Du discours en politique edit
La politique est d’abord une activité belliqueuse. Comme la guerre, elle exige de ceux qui aspirent aux plus hautes responsabilités qu’ils possèdent un charisme, une capacité de leadership qui leur permettent à la fois de donner confiance à leurs troupes et de les mobiliser à la veille du combat. Le moyen le plus ancien et le plus efficace de montrer cette capacité est la harangue ou le discours. C’est par le discours que le chef, en s’adressant directement à ses troupes, peut s’imposer à elles et les mener au combat. C’est cette capacité qui semblait manquer ces derniers temps à François Hollande et qui provoquait un certain flottement chez ses partisans. Par un seul discours, celui qu’il a prononcé le 22 janvier dernier au Bourget, il a balayé les interrogations de son camp et assuré son leadership. Il est enfin apparu comme un chef.

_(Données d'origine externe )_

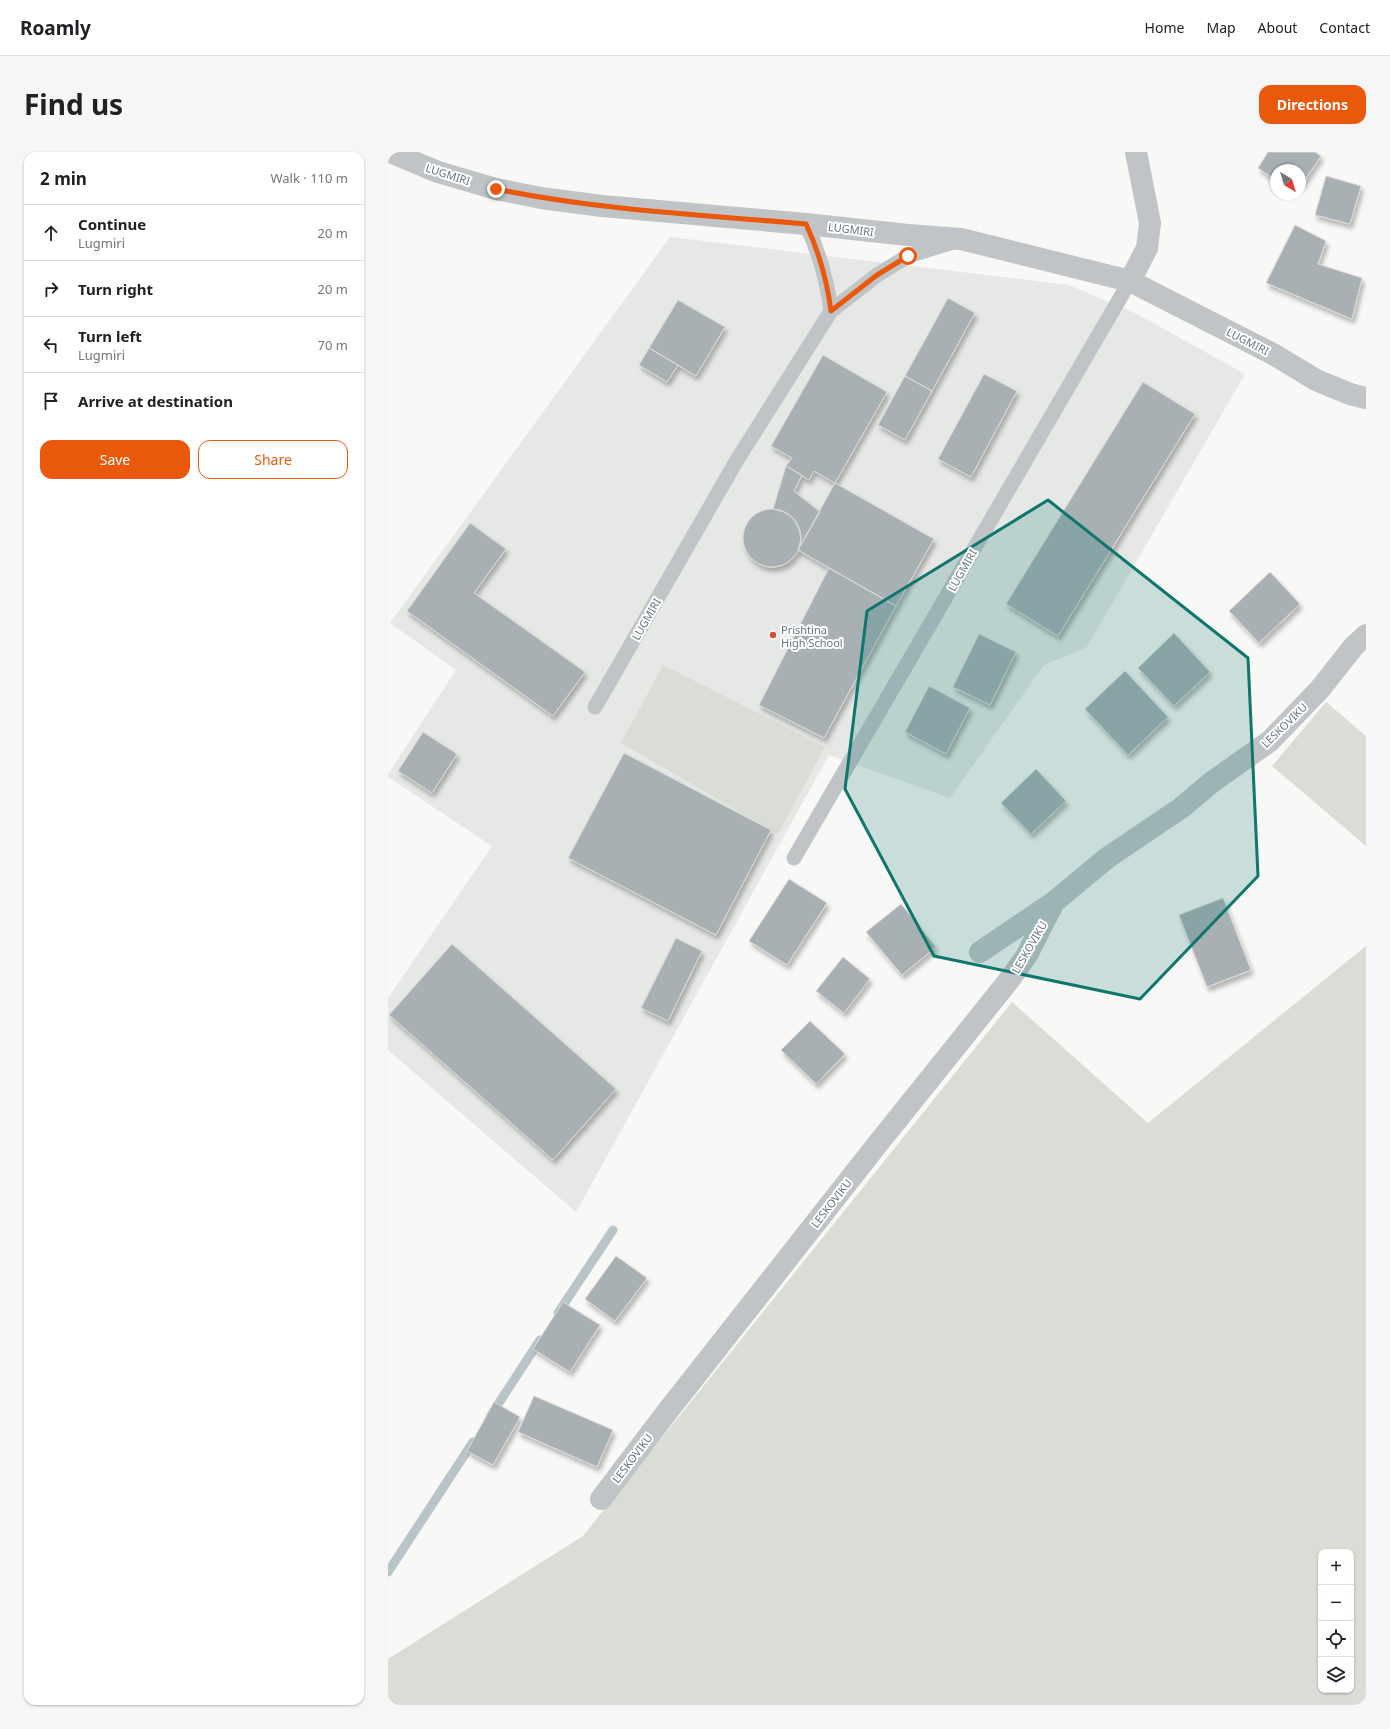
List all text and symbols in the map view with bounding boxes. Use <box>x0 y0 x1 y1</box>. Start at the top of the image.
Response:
text: Roamly <box>20 15 91 41</box>
text: Home <box>1145 18 1184 37</box>
text: Map <box>1206 18 1236 37</box>
text: About <box>1258 18 1297 37</box>
text: Contact <box>1319 18 1370 37</box>
text: Find us <box>24 85 123 123</box>
button: Directions <box>1259 85 1366 124</box>
street label: LUGMIRI <box>424 160 472 188</box>
north arrow <box>1270 164 1306 200</box>
text: 2 min <box>40 167 87 190</box>
text: Walk · 110 m <box>270 169 348 187</box>
route end <box>487 180 505 198</box>
text: Continue <box>78 214 146 234</box>
street label: LUGMIRI <box>827 219 875 239</box>
icon: ahead <box>40 222 62 244</box>
text: 20 m <box>318 224 348 242</box>
text: Lugmiri <box>78 234 125 252</box>
route start <box>899 247 917 265</box>
icon: right <box>40 278 62 300</box>
text: Turn right <box>78 279 153 299</box>
text: 20 m <box>318 280 348 298</box>
street label: LUGMIRI <box>1224 324 1272 358</box>
text: Turn left <box>78 326 142 346</box>
icon: left <box>40 334 62 356</box>
text: 70 m <box>318 336 348 354</box>
text: Lugmiri <box>78 346 125 364</box>
icon: arrive <box>40 390 62 412</box>
text: Arrive at destination <box>78 391 233 411</box>
button: Save <box>40 440 190 479</box>
button: Share <box>198 440 348 479</box>
street label: LUGMIRI <box>944 546 980 594</box>
street label: LUGMIRI <box>628 595 664 643</box>
place label: Prishtina High School <box>781 622 843 650</box>
marker: Prishtina High School <box>768 630 778 640</box>
street label: LESKOVIKU <box>1258 699 1310 751</box>
street label: LESKOVIKU <box>1008 918 1050 976</box>
street label: LESKOVIKU <box>807 1175 855 1231</box>
street label: LESKOVIKU <box>609 1430 655 1486</box>
map controls <box>1318 1549 1354 1693</box>
button: + <box>1318 1549 1354 1585</box>
button: − <box>1318 1585 1354 1621</box>
button: locate <box>1318 1621 1354 1657</box>
button: layers <box>1318 1657 1354 1693</box>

Il n’y a pas lieu d’analyser ici longuement l’alchimie politique qui est à l’œuvre dans la production d’un bon discours politique mais il apparaît à l’évidence que le discours de François Hollande en fut un. Sur le contenu du discours lui-même, il a voulu, en se faisant le chantre du « récit républicain », incarner la République et la Nation : « je suis venu vous parler de la France ». « La France toujours. » « Présider la République, c’est porter les valeurs de la France dans le monde. » « La France n’est pas un problème. La France est la solution. » Il a voulu ainsi soulever un espoir : « Eh bien le changement, le changement, c’est maintenant ! Le redressement c’est maintenant ! La justice c’est maintenant ! La République c’est maintenant ! » « Le changement, j’y suis prêt ». Mais ce qui fait la force du discours, ce n’est pas les mots eux-mêmes mais la manière dont ils sont prononcés. Ces mots doivent donner à ceux qui les entendent l’envie d’adhérer au message qu’ils contiennent. La véritable alchimie réussie, elle est là, c'est-à-dire dans la capacité du locuteur à habiter son propre discours, à lui donner de la chair, de la crédibilité, à lui donner le pouvoir de faire naître la confiance. De ce point de vue, François Hollande semble avoir réussi cette alchimie. En une heure et demie de discours, ses partisans se sont trouvés revigorés et prêts à en découdre. Le 18 décembre 2006, Nicolas Sarkozy avait réussi la même alchimie avec son discours dédié à « la France qui souffre » qui ouvrit magistralement sa campagne présidentielle et dans lequel il prononça son fameux slogan, « travailler plus pour gagner plus ».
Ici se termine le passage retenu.